BRIEF:
Filter the entries below, keeping only lines with the word "Montepizzuto".
=== Section Start ===
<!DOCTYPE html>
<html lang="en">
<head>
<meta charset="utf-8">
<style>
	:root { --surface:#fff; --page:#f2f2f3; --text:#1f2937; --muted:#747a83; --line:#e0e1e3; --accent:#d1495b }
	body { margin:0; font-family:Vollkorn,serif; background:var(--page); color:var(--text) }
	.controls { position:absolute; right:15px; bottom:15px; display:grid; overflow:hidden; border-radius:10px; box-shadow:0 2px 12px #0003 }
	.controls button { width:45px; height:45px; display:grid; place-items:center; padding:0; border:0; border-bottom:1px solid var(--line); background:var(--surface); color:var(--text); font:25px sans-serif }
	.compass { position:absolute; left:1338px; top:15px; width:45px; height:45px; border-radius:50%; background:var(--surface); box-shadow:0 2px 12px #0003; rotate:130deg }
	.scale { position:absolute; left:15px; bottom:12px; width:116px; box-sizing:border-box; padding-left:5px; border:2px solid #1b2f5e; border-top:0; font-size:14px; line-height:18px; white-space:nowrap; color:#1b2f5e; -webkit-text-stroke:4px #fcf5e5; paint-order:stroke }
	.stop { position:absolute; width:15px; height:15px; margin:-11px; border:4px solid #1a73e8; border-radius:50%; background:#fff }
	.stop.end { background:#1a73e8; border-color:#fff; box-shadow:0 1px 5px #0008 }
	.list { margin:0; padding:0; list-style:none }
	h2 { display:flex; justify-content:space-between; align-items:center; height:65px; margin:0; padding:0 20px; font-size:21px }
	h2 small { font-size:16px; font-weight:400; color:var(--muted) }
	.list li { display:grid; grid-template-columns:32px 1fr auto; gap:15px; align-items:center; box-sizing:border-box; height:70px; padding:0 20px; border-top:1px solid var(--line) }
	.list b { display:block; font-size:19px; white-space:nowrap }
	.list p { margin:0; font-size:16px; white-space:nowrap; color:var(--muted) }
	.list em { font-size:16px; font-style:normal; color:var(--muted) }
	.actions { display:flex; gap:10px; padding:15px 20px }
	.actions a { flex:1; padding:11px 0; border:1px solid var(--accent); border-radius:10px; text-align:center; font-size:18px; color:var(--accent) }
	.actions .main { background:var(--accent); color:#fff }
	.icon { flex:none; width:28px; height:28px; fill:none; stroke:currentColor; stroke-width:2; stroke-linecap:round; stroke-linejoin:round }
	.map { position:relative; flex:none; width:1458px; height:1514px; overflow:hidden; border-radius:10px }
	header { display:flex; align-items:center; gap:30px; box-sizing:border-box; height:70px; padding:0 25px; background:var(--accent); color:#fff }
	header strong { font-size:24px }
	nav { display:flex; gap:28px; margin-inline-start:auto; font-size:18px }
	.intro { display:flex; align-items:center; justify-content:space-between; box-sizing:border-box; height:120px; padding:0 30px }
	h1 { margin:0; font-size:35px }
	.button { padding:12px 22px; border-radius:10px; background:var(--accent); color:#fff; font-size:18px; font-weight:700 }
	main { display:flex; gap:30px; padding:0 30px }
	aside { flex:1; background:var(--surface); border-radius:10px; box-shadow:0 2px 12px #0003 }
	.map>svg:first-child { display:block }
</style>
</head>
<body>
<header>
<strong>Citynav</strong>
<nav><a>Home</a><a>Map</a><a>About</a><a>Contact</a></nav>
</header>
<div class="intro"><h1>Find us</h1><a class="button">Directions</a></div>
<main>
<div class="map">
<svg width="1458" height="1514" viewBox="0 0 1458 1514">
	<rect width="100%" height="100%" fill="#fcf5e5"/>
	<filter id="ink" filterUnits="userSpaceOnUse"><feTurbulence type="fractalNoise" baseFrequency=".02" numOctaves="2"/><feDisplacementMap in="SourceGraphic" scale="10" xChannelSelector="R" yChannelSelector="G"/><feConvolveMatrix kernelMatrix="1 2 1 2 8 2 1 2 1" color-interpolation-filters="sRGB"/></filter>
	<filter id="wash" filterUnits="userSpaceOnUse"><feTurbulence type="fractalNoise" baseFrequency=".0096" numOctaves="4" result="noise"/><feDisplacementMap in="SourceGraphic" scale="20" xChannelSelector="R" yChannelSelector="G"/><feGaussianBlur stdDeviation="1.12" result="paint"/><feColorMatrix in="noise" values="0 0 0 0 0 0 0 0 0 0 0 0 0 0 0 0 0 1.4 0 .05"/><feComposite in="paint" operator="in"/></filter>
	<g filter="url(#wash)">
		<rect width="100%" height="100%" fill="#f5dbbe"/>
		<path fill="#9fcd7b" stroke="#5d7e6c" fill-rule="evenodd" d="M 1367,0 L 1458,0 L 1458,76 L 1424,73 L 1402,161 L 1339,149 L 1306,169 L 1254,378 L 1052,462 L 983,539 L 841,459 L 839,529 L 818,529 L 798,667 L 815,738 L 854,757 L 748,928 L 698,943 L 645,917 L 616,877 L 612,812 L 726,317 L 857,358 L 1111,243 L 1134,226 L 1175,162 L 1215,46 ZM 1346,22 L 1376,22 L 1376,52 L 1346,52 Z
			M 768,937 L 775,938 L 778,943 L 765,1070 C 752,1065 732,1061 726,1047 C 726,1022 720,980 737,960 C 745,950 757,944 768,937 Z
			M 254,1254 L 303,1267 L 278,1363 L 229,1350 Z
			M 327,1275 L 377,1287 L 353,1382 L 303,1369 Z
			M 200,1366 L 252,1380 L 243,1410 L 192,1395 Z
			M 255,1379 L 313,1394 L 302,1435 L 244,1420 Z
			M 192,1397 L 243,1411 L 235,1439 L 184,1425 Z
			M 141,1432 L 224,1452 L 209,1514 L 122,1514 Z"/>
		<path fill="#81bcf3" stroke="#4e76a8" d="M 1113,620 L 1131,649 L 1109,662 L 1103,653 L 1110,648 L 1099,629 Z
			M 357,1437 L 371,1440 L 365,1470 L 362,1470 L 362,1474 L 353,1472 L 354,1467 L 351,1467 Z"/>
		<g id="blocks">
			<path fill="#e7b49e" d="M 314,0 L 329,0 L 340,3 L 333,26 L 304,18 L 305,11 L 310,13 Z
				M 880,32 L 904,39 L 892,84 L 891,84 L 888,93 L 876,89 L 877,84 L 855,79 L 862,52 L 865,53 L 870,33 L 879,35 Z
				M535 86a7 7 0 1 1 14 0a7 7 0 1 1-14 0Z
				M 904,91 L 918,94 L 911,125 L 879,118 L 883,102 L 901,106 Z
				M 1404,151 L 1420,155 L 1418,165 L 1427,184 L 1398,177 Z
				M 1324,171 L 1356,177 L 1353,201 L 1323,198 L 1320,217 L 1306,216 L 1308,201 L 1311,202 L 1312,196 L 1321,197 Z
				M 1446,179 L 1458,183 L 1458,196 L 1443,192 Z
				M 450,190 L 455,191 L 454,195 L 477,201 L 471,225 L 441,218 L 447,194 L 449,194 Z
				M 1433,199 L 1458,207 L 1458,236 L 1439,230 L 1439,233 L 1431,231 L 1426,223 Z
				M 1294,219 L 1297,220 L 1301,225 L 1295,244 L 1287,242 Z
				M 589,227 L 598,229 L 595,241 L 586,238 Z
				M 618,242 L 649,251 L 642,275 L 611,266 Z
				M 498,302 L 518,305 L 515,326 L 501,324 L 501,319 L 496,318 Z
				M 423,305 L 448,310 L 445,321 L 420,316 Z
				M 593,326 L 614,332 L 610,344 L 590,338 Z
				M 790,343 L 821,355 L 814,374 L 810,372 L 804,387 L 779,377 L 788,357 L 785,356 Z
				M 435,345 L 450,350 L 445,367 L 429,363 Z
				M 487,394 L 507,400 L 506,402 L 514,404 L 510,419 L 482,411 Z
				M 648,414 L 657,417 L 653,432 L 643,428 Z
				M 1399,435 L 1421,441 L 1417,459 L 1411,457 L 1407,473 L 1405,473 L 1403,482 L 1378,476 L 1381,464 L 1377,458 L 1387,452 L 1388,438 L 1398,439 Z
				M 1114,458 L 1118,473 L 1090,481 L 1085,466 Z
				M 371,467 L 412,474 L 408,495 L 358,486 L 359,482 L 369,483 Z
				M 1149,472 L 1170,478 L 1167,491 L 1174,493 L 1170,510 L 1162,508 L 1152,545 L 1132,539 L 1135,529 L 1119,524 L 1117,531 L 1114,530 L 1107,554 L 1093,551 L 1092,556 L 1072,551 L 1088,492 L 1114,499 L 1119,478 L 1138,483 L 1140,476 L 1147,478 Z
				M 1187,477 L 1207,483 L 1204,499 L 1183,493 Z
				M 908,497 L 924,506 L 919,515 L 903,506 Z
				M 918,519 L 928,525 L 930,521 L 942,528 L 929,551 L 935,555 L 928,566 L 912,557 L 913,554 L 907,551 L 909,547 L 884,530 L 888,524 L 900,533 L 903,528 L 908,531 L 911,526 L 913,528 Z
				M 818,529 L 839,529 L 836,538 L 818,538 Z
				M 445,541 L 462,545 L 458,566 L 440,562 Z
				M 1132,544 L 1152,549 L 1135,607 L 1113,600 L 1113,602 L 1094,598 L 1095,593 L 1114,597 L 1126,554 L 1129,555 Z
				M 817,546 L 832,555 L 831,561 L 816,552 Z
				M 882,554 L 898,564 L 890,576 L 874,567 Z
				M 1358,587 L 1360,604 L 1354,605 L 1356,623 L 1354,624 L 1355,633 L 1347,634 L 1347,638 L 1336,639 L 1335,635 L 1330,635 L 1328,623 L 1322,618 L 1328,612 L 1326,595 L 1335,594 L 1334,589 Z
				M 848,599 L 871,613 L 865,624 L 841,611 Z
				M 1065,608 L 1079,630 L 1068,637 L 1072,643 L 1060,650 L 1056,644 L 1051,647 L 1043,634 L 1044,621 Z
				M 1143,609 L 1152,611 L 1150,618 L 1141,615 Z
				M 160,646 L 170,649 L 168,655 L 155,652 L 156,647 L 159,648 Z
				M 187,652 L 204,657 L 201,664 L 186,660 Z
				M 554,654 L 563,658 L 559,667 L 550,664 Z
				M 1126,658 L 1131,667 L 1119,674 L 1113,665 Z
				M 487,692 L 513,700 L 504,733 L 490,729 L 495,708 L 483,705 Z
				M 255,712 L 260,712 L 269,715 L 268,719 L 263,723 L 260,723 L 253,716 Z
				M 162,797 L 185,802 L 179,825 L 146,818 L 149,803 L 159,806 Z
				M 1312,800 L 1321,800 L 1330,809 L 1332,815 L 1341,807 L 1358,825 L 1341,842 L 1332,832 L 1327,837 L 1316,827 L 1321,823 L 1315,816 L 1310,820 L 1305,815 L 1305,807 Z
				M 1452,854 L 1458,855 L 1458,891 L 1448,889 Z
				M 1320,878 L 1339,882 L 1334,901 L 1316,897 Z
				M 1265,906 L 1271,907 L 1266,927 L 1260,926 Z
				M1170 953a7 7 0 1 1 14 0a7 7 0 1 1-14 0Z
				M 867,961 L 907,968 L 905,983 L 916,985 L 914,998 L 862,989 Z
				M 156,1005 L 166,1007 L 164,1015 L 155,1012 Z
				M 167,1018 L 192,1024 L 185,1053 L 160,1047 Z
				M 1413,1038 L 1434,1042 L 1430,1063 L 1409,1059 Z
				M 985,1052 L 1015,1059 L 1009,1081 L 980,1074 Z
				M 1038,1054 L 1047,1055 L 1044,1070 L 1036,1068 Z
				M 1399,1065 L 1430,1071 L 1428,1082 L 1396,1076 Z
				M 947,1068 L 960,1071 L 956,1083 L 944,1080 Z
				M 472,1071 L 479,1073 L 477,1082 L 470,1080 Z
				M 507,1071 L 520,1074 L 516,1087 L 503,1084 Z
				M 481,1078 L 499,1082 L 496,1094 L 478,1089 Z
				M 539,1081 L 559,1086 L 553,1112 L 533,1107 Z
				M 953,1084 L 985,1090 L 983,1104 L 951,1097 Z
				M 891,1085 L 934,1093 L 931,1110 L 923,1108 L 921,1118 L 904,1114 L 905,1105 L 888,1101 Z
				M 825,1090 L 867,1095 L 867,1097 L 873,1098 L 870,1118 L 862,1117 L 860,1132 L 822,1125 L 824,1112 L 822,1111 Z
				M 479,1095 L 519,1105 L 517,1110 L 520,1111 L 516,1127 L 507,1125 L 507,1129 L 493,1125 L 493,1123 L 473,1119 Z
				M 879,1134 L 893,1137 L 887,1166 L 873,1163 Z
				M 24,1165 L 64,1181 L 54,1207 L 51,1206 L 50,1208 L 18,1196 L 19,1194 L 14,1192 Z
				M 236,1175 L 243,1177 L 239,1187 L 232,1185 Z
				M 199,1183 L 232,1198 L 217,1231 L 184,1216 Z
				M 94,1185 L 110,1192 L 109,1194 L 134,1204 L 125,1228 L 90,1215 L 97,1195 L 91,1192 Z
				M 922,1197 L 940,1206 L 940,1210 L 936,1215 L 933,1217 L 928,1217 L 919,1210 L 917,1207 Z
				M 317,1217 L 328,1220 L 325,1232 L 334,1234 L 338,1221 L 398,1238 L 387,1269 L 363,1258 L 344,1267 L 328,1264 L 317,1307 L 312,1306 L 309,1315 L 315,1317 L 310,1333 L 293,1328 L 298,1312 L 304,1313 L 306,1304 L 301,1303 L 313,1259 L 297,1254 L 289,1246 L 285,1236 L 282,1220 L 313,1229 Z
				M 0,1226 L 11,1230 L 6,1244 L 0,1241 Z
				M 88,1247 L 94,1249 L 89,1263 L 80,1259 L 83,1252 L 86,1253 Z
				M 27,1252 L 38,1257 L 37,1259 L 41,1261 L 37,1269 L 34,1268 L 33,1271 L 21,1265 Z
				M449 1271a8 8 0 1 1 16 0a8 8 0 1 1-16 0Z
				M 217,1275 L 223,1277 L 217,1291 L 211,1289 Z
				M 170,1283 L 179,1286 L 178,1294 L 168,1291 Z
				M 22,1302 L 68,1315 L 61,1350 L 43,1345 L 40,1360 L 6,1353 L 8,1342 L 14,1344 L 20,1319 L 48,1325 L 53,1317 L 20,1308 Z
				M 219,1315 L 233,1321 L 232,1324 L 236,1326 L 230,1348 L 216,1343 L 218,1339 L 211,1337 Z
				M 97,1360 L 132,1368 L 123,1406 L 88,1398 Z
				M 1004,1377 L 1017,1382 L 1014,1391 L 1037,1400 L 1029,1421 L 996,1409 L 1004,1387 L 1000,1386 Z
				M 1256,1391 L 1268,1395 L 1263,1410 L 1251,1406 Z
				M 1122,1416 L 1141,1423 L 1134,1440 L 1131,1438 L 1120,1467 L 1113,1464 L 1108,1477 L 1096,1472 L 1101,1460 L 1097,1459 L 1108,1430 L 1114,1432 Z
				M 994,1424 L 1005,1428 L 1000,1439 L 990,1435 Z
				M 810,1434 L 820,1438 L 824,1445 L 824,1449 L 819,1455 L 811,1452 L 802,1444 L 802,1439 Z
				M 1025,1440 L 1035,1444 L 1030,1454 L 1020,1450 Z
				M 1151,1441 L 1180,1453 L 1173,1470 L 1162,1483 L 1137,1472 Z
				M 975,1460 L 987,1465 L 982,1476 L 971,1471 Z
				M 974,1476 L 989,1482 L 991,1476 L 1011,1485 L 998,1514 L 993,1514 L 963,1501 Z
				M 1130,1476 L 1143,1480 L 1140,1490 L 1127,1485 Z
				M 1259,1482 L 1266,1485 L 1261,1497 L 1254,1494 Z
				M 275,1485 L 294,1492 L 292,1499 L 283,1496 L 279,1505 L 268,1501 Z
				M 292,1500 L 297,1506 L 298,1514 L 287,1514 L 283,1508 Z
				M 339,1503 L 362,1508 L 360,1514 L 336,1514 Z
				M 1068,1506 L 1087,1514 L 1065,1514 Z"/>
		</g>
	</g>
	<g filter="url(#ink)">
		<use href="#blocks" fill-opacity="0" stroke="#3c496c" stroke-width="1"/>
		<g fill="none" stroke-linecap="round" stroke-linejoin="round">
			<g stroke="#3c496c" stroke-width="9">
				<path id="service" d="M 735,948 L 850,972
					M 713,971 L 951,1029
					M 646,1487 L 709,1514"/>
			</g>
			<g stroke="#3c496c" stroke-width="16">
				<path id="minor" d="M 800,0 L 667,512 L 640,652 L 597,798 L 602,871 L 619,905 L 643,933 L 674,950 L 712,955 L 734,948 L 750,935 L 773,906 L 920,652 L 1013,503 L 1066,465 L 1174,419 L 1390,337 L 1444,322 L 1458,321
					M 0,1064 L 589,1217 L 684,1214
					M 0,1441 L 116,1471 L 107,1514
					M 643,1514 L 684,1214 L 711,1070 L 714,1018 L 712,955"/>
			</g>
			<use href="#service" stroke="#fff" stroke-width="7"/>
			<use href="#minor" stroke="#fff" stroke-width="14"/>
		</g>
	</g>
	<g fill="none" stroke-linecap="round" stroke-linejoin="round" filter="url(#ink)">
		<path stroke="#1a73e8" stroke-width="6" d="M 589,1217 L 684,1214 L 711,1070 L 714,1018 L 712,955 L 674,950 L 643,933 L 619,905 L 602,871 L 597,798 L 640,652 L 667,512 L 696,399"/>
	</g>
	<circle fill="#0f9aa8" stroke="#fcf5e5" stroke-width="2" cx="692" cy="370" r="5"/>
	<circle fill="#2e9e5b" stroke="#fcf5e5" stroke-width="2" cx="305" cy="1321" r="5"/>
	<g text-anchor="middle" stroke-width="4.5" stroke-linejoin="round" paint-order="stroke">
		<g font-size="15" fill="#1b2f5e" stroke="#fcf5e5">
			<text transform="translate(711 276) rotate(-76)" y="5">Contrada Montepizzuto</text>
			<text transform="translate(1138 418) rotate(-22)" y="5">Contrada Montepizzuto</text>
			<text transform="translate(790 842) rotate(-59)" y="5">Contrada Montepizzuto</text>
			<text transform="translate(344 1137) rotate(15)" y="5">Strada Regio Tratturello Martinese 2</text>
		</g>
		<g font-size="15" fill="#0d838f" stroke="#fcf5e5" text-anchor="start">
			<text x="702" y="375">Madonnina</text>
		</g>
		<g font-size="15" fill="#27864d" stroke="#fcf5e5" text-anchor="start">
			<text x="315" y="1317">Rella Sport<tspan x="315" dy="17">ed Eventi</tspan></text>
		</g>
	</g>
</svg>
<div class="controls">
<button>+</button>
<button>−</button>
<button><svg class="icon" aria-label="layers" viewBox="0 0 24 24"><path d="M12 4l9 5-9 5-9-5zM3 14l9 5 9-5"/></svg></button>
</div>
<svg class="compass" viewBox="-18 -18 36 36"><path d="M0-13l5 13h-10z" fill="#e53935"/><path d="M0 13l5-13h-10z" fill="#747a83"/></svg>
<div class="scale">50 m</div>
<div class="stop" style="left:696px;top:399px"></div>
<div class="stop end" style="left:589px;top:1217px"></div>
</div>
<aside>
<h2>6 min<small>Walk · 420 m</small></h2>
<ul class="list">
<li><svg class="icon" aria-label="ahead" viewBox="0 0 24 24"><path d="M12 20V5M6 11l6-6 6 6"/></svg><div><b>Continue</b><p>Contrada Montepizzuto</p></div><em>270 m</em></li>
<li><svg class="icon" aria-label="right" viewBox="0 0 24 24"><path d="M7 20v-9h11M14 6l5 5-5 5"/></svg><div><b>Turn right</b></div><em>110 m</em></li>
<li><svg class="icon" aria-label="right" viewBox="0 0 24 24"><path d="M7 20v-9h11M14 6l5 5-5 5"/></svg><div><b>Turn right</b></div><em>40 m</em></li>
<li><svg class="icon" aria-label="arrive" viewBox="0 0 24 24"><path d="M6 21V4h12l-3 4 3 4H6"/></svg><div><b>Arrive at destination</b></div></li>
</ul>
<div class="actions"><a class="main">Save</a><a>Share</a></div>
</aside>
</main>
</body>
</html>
=== Section End ===
RESULT FOR THIS TASK:
			<text transform="translate(711 276) rotate(-76)" y="5">Contrada Montepizzuto</text>
			<text transform="translate(1138 418) rotate(-22)" y="5">Contrada Montepizzuto</text>
			<text transform="translate(790 842) rotate(-59)" y="5">Contrada Montepizzuto</text>
<li><svg class="icon" aria-label="ahead" viewBox="0 0 24 24"><path d="M12 20V5M6 11l6-6 6 6"/></svg><div><b>Continue</b><p>Contrada Montepizzuto</p></div><em>270 m</em></li>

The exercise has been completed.